WASHINGTON - Three Minnesota cities disclosed this month that they can redeem Build America Bonds because their federal subsidy payments have been reduced due to sequestration.
The cities - Brooklyn Center, North St. Paul, and Maplewood -- made the disclosures in event notices posted on the Municipal Securities Rulemaking Board's EMMA system.
BABs are taxable, direct-pay bonds that state and local governments could issue in 2009 and 2010. They were created by the American Recovery and Reinvestment Act.

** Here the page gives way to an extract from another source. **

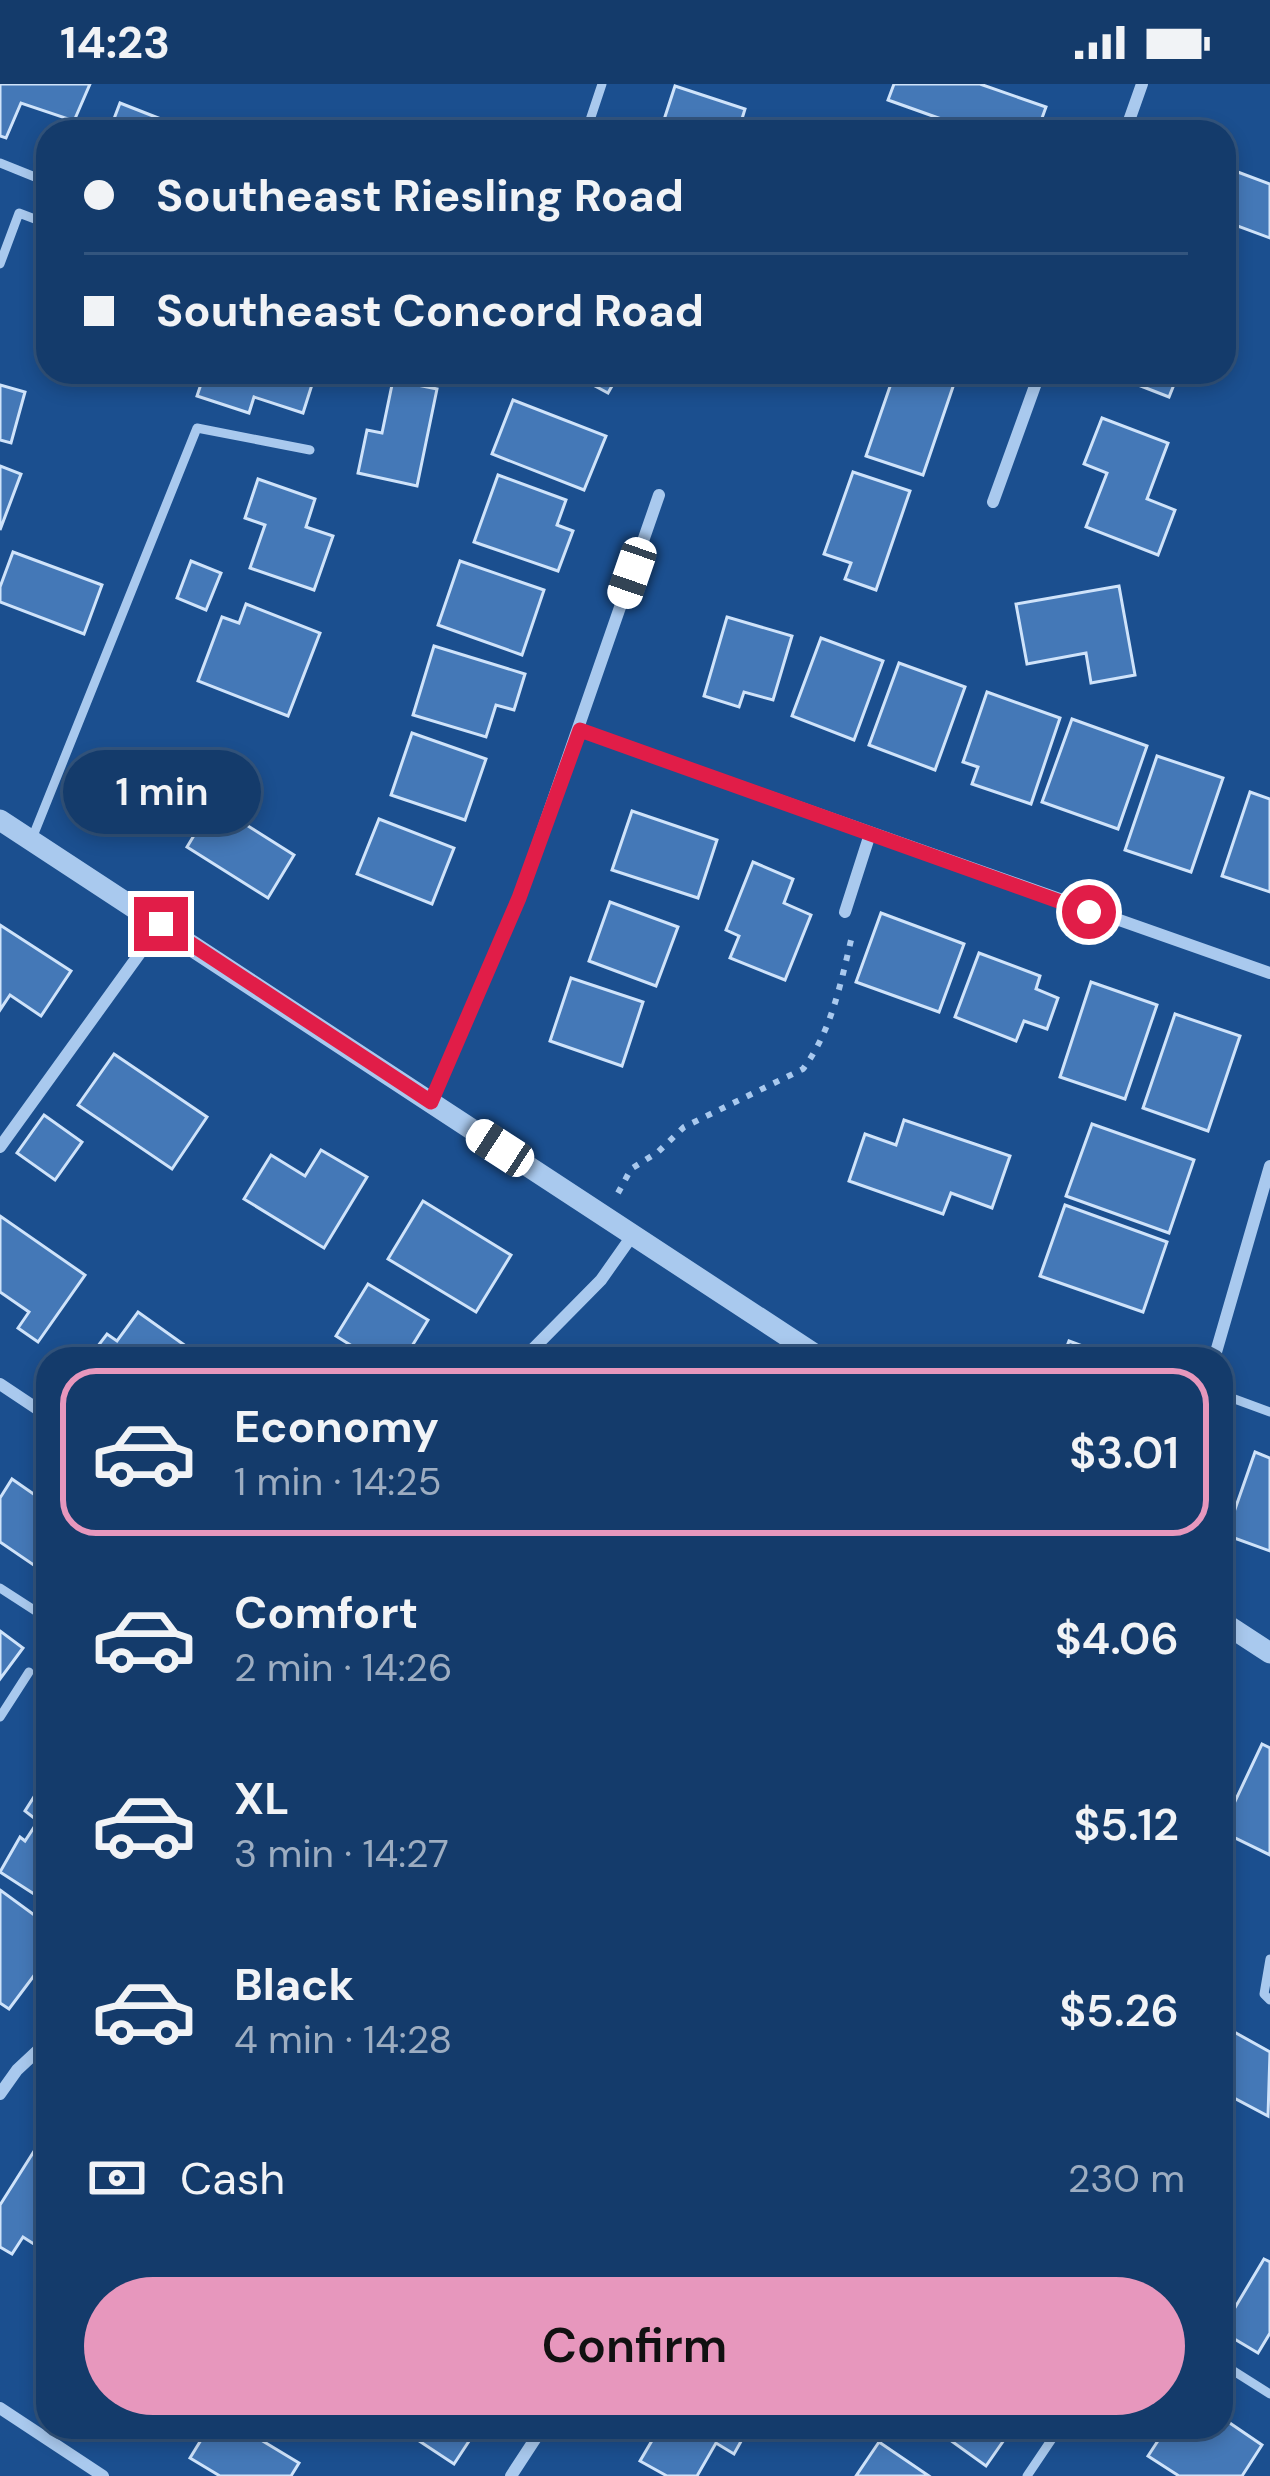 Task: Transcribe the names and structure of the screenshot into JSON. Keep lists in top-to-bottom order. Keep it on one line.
{"page":{"status":"14:23","banner":["Southeast Riesling Road","Southeast Concord Road"],"bubble":"1 min","list":[{"name":"Economy","note":"1 min · 14:25","value":"$3.01"},{"name":"Comfort","note":"2 min · 14:26","value":"$4.06"},{"name":"XL","note":"3 min · 14:27","value":"$5.12"},{"name":"Black","note":"4 min · 14:28","value":"$5.26"}],"pay":["Cash","230 m"],"buttons":"Confirm"}}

BAB issuers expected to receive federal subsidy payments equal to 35% of their interest costs. However, these payments have been cut since 2013 because of federal spending cuts known as sequestration. The payments were reduced by 8.7% for part of fiscal 2013 and 7.2% in fiscal 2014, and they are being reduced by 7.3% in fiscal 2015, which ends Sept. 30.
The reductions have led a number of issuers, particularly in the Midwest, to redeem their BABs or say that their BABs are eligible to be redeemed.
The Minnesota cities that posted event notices this month said reduced subsidy payments triggered the extraordinary redemption provisions in their bonds' official statements. The governing bodies of the cities have started proceedings that may result in the BABs being redeemed, the event notices said.
Springsted Inc. was financial advisor on the cities' BAB deals, and Briggs and Morgan served as bond counsel, according to bond documents.
Brooklyn Center's notice pertained to BABs issued in 2010. The city issued $2.35 million of BABs at the time, some of which have matured, according to the official statement.
City finance director Nathan Reinhardt said Brooklyn Center is planning to sell bonds on June 8 whose proceeds would be used to refund the BABs as well as for other purposes. "We would pull the sale if interest rates were not favorable at that time of the anticipated bond sale date," he said.
The BABs, which are taxable general obligation utility revenue bonds, were issued to finance the replacement of residential and commercial water meters, according to the official statement.
North St. Paul disclosed that extraordinary redemption provisions have been triggered for two of their BAB issues: series 2009A taxable general obligation utility revenue bonds originally issued in the amount of $2.12 million and series 2009C taxable electric utility revenue bonds originally issued in the amount of $1.94 million.
The city is currently looking to refund the series 2009A BABs, as well as bonds issued in 2005 and 2006. Refunding bonds are scheduled to be sold on May 28. The city considered refunding the series 2009C BABs, but is "not moving forward with this as the savings have reduced," said city finance director Jeanne Day.
The series 2009A bonds were issued to finance a portion of the construction of a new city public works facility. The series 2009C bonds were issued to finance improvements to an electric utility facility, according to offering documents.
Maplewood said in its event notice that taxable general obligation bonds it issued as BABs in 2010 could be redeemed. In a meeting earlier this month that was recorded on video, the Maplewood City Council preliminarily approved a June 8 sale of taxable bonds that would be used to refund BABs.
The BABs were originally issued in the amount of $11.79 million to finance infrastructure improvements.